This is the Age of Information

This is the age of information and people demand transparency. Communication has evolved so much that it is now dominated by multi-party conversations. Information no longer largely flows in one way. Hence, I wrote to relevant government figures in 2020, just 10 days after Malaysia went through its first country-wide lockdown, requesting for more information to be made available to the public in regards of the COVID-19 pandemic.

In September 2021, Minister of Health at that time, Khairy Jamaluddin has announced the availability of COVIDNOW, a microsite with beautiful data visualisation based on several datasets related to COVID-19. The dataset was made public too via GitHhub.

Malaysian Ministry of Health (Kementerian Kesihatan Malaysia or KKM) took another step further when they improvised the portal to be KKMNow, which also includes other interesting data such as blood donation. Gone are the days when data is displayed in boring tables. Instead, visualisation can tell better stories to the public.

People demand transparency and the challenge now is even greater for the politicians as they pave their way to the 15th General Election in Malaysia.

Decisions made and their respective timing has surely yield different interpretations among the citizens. Dissolving parliament at federal and (some) state level, selection of candidates and whether to have a debate between PM candidates or not – people are watching how the events unfold.

#MalaysiaMemilih lets choose the best one to lead us.

Letter to Ministry of Health, Malaysia – COVID-19: Make Data Available for Data Analyst Community

This letter was sent to key figures in the Malaysian government as well as Ministry of Health, Malaysia on 28 March 2020.

During a recent press statement by the Datuk Dr Noor Hisham Abdullah, our Director-General of Ministry of Health, one journalist asked a question on how we are doing in terms of fatality rates compared to other countries. Dr. Noor Hisham then instantly did a quick calculation during the Q&A session and answered (with figures) on how we fare compared to the overall world fatality rate of COVID-19. Intrigued, I tried to look for more data about COVID-19 cases in Malaysia for further processing and analysis. This includes finding information about the distribution of clusters, close contacts, burden on each of the COVID-19 admission/treatment hospitals. However, I was surprised by how little the data that the authorities are sharing with the public. While the regular social media posts on infographics and data summary by the authorities is something commendable, there are opportunities for improvement in terms of data sharing with the public about the COVID-19 pandemic in Malaysia.

There are many benefits of being more transparent with the COVID-19 information. We are well-aware about the manpower shortage at the Ministry of Health, even before COVID-19 pandemic started to cause panic throughout multiple locations in the world. When the government is not making its data transparent enough, it may not shed a light on some issues due to limited (and skewed) interpretation of data. For example, we did not see the magnitude of urban poverty problem in Malaysia until a 2018 UNICEF report highlighted the extent of urban poverty in certain neighbourhood areas in Kuala Lumpur. Mapping our national poverty measurements with the general population may give some insights on national poverty but more localised issues can potentially be brought up if we enable the data access to a greater pool of talents.

The pandemic is new and in many parts of the world, the governments as well as the academicians are working round the clock to understand its nature and pattern. Availability of data is certainly something that everyone is looking for at this moment. In this challenging period, we look forward to reaping the tremendous benefits of having a greater data transparency. While the ministry may have enough expertise to analyse the existing data, Malaysia can reap further benefits by publishing more information in a format that is more accessible for data engineers and data scientists.

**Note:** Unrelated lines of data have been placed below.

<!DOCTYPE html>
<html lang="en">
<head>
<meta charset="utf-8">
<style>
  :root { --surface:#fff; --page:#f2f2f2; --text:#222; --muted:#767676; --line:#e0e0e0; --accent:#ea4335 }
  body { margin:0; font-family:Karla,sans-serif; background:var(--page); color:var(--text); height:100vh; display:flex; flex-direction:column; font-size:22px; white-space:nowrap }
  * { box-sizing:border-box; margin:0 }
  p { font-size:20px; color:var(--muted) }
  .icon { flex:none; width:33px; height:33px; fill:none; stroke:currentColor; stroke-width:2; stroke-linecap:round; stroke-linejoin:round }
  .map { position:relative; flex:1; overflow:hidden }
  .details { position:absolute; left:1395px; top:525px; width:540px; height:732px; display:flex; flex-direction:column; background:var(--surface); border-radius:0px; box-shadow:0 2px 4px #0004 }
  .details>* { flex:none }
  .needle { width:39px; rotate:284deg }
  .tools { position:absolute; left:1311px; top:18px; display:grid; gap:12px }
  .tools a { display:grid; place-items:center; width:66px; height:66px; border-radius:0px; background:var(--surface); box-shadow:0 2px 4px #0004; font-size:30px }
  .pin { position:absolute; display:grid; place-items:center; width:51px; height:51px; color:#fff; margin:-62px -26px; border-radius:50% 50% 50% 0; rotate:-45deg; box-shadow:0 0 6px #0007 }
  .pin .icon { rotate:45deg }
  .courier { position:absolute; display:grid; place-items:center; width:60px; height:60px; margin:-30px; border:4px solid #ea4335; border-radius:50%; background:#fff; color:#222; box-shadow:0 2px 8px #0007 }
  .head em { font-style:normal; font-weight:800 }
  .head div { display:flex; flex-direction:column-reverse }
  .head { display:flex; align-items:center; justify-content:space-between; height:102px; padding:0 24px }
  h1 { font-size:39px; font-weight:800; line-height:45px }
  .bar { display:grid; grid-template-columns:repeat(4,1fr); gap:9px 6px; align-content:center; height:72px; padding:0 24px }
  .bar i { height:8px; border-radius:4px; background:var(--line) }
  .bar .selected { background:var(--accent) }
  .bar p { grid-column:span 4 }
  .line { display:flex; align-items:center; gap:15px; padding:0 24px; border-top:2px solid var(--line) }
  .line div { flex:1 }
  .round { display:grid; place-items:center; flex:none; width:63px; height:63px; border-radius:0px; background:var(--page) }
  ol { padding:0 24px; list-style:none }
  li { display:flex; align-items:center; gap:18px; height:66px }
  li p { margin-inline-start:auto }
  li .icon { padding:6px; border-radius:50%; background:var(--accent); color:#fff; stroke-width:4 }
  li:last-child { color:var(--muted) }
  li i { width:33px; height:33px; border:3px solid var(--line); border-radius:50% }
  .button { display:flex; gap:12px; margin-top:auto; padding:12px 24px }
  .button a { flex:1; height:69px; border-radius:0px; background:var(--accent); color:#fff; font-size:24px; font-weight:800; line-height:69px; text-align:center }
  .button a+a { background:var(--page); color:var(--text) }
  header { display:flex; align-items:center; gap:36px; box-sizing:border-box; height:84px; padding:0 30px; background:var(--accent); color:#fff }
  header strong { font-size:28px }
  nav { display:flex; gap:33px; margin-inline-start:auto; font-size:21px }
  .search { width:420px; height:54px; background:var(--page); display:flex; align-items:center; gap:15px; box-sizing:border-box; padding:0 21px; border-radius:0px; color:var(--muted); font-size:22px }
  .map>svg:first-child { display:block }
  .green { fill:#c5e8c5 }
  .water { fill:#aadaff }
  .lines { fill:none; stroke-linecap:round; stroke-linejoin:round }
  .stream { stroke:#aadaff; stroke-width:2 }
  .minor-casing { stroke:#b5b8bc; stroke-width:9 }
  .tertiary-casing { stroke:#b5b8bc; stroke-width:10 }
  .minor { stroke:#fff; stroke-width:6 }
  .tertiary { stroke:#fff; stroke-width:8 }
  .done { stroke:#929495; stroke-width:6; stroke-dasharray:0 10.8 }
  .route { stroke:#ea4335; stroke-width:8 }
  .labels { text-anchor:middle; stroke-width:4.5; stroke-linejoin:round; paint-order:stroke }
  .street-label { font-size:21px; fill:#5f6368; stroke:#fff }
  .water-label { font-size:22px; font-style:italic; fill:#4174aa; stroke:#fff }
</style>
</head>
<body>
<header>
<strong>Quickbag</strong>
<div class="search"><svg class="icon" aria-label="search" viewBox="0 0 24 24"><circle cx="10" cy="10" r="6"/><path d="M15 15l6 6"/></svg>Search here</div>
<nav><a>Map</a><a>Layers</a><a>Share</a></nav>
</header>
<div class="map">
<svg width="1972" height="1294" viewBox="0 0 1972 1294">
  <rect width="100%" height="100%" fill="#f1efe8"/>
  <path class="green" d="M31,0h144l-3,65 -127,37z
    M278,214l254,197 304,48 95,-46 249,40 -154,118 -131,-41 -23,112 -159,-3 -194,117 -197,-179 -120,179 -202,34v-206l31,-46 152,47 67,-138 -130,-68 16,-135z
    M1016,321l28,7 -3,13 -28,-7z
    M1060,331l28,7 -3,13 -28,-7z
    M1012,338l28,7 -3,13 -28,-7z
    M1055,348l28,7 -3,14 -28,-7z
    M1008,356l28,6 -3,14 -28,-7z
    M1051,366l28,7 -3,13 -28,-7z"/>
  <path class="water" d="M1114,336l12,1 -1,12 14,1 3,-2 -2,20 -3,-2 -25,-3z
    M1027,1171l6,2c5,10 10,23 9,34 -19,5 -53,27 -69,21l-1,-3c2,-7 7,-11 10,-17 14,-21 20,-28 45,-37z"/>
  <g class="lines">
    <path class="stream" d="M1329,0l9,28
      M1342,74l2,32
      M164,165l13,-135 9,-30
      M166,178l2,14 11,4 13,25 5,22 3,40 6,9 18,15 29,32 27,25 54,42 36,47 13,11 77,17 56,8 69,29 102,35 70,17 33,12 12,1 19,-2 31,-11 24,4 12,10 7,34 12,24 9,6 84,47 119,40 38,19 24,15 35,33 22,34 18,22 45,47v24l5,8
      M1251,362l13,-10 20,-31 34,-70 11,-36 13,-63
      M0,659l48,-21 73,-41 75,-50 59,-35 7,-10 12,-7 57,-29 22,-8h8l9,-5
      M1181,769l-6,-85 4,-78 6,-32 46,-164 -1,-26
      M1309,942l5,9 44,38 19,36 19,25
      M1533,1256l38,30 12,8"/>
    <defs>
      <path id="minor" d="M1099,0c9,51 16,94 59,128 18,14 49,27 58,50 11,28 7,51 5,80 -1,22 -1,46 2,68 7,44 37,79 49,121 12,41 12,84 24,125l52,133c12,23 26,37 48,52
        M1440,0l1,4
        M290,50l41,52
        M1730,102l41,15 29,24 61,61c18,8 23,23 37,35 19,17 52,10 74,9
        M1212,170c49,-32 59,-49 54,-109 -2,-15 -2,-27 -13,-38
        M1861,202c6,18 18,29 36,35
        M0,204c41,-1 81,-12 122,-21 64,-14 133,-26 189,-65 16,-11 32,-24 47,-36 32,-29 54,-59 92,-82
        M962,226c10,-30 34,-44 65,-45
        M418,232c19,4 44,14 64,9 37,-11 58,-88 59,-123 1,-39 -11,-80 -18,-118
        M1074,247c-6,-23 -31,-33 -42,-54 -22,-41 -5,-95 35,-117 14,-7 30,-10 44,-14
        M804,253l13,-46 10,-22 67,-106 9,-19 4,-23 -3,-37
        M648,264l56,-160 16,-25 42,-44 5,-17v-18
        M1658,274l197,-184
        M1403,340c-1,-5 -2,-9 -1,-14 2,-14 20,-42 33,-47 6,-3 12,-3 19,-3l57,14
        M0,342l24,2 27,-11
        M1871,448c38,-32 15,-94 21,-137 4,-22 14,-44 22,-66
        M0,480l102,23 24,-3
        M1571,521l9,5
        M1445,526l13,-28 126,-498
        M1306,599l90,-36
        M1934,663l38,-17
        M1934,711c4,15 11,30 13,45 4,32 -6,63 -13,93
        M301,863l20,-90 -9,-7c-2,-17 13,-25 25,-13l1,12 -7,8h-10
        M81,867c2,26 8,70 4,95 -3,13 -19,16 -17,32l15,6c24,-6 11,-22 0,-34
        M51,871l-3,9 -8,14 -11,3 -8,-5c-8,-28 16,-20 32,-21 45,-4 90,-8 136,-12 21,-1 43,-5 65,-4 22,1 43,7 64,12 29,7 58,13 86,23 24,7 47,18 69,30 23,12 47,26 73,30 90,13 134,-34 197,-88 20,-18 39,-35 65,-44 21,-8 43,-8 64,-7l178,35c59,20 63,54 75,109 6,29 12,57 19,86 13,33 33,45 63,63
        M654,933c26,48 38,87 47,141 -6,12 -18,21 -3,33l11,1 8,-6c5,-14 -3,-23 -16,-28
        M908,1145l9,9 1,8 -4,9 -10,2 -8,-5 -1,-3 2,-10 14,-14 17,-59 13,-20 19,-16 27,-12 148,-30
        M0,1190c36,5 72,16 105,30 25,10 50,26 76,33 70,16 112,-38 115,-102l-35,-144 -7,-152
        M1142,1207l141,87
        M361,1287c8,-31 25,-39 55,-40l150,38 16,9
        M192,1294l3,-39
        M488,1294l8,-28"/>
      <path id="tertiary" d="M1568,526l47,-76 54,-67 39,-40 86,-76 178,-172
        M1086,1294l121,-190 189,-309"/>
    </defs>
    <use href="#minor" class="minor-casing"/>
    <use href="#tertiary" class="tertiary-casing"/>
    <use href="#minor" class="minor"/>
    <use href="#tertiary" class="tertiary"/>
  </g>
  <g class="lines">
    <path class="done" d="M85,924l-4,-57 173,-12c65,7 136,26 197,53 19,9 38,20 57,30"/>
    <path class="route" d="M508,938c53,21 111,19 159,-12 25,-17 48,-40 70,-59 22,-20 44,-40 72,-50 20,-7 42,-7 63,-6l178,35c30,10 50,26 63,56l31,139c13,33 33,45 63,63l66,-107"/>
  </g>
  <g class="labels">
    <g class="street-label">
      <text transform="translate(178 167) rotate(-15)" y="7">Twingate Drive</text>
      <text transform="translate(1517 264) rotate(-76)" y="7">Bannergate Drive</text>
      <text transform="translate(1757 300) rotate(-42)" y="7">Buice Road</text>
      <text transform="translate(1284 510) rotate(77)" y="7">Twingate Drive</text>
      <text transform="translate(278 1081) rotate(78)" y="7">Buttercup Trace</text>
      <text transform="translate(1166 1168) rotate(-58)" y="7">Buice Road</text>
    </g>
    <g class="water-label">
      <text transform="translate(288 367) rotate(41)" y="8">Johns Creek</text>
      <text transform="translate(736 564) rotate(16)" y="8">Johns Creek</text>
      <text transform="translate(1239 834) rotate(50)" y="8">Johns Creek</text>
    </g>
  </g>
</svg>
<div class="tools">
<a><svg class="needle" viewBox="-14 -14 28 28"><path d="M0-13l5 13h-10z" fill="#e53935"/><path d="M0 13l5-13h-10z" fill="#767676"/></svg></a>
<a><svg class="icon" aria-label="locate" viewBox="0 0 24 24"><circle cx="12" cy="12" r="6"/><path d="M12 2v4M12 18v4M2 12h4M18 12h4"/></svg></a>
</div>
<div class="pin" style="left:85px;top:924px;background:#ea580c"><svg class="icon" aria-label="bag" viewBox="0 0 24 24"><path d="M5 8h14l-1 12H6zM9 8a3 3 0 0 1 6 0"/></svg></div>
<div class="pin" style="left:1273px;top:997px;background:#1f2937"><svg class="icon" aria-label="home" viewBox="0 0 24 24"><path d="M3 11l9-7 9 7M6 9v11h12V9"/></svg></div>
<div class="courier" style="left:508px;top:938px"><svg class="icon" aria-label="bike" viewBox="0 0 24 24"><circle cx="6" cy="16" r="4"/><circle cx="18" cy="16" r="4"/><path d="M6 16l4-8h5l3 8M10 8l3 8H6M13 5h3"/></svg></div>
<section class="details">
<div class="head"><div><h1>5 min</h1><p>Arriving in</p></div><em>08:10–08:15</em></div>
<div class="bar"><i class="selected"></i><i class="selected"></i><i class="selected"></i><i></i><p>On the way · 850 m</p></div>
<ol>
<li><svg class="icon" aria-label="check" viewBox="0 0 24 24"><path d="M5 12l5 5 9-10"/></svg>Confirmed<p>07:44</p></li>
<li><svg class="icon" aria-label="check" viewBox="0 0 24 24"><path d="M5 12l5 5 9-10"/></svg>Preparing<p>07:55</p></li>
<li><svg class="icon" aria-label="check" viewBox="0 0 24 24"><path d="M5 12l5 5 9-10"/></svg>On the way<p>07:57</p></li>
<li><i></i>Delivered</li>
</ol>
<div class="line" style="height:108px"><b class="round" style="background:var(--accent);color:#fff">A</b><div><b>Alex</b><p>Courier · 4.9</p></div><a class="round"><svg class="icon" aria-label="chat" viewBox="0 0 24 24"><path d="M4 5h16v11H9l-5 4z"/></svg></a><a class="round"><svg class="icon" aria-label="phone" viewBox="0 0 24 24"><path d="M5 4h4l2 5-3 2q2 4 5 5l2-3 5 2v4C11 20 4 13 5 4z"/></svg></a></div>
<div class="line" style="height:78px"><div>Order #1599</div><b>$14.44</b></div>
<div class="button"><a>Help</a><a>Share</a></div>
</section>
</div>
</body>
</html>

Other countries such as South Korea, United States and even China is making their data more transparent for public consumption. This allows for easier data analysis by different entities inside and outside of the government. As a result, the discussion sessions between the government departments and other important stakeholders will be more productive because the data was made readily available and easily accessible. Educational institutions, Non-Governmental Organisations (NGOs) and even the general public will be able to work together with the government to fight the pandemic and close any loophole that may jeopardise the effort.

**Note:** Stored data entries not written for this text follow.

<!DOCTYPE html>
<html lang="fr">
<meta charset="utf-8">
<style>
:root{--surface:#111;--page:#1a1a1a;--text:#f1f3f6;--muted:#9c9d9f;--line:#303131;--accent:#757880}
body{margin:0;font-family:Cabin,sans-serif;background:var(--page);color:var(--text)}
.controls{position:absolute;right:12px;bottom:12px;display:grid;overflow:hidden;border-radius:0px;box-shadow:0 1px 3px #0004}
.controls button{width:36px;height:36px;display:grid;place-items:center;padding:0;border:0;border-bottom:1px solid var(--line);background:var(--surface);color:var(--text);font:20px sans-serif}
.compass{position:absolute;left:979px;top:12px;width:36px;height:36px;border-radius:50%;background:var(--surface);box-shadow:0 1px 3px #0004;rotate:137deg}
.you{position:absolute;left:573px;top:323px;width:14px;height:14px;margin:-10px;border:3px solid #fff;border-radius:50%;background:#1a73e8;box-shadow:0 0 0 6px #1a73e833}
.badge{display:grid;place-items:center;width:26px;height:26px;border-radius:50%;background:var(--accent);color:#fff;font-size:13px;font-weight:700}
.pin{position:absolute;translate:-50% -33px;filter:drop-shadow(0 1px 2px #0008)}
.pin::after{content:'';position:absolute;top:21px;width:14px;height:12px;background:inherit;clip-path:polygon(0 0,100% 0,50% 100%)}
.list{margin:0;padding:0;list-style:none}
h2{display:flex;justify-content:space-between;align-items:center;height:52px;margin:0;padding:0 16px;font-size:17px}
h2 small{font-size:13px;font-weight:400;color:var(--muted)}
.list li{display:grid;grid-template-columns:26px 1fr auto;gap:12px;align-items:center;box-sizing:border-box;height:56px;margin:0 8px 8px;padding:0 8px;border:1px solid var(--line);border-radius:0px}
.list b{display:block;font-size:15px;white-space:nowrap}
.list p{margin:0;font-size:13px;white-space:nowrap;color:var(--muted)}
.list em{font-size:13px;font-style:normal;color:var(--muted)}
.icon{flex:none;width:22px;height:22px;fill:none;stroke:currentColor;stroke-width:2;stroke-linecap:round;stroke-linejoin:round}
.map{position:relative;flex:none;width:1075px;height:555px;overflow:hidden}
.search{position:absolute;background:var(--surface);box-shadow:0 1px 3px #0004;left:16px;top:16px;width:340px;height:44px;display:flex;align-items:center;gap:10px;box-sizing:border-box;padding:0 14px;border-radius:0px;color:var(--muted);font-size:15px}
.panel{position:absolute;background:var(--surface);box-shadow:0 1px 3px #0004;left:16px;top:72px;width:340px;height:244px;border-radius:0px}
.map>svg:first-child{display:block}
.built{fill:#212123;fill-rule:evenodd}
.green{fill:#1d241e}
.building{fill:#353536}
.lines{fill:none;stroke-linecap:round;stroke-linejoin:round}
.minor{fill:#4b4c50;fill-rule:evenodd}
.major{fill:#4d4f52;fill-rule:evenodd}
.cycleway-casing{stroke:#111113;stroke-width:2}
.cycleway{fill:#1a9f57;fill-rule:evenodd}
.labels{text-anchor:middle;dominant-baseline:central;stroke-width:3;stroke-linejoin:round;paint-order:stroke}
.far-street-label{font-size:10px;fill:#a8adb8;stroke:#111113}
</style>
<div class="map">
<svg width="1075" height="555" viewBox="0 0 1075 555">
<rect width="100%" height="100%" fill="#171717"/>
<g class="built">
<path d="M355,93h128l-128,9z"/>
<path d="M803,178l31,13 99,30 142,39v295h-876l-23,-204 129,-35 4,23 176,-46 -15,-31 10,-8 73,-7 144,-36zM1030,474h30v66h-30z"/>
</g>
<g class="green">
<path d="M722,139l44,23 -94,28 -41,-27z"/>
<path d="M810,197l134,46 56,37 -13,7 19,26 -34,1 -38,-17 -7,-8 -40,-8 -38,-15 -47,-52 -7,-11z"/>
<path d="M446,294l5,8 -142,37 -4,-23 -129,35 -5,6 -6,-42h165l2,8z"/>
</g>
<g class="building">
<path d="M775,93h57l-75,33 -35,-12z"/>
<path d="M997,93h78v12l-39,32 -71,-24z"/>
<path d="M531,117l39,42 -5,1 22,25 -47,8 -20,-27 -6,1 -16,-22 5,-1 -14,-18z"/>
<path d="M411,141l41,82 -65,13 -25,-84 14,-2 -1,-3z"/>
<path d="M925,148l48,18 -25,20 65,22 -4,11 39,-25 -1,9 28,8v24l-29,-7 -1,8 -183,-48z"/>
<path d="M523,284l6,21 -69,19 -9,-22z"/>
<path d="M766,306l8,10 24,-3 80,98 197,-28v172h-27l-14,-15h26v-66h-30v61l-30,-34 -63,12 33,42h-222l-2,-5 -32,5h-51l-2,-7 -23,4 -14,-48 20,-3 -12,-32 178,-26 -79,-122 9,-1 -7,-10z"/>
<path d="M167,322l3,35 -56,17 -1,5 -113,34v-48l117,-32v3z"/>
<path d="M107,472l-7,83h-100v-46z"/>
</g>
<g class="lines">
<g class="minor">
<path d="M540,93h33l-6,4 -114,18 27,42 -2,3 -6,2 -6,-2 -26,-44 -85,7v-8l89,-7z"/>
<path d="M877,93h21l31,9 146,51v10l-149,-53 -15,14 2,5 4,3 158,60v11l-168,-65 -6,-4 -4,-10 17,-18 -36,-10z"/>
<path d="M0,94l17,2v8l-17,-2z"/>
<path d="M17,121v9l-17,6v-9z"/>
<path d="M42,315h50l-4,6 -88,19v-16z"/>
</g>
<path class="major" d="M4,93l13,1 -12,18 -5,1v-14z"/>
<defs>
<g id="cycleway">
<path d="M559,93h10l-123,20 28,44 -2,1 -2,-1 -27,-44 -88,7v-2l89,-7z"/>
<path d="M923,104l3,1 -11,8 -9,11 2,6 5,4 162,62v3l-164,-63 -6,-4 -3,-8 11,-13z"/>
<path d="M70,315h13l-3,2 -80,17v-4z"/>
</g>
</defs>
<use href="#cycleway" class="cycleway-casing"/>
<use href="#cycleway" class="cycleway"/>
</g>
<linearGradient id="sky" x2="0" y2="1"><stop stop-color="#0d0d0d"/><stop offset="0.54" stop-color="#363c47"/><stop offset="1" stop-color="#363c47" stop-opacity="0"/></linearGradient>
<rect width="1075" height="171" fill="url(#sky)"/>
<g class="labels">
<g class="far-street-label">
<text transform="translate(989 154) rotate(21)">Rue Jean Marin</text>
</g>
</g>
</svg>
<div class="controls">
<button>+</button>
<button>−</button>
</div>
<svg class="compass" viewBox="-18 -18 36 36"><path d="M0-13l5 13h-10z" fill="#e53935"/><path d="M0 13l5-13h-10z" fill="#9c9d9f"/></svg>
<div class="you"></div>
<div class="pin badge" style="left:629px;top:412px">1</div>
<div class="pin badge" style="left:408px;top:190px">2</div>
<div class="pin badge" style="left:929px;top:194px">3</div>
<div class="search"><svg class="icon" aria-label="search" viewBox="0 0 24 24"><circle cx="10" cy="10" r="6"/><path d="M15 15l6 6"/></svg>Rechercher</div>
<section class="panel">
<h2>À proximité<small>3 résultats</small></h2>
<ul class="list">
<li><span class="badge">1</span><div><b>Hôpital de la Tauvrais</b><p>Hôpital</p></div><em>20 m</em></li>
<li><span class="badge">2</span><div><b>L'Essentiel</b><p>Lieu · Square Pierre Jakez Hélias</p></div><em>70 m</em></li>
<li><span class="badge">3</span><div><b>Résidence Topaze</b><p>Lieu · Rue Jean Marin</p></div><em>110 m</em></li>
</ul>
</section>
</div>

As a citizen of Malaysia, I would like to humbly request for the Malaysian Ministry of Health to publish the data about the spread of COVID-19 without personally identifiable information and any other information that can be detrimental towards public order. One of the channels is through the government-owned portal, Data Terbuka Sektor Awam (www.data.gov.my). I believe that if we can have enough manpower to produce statements debunking fake news, we also should have enough manpower to make the existing data available to the public. This shall open more learning opportunities for our community to analyse the data and give valuable inputs to the government as necessary.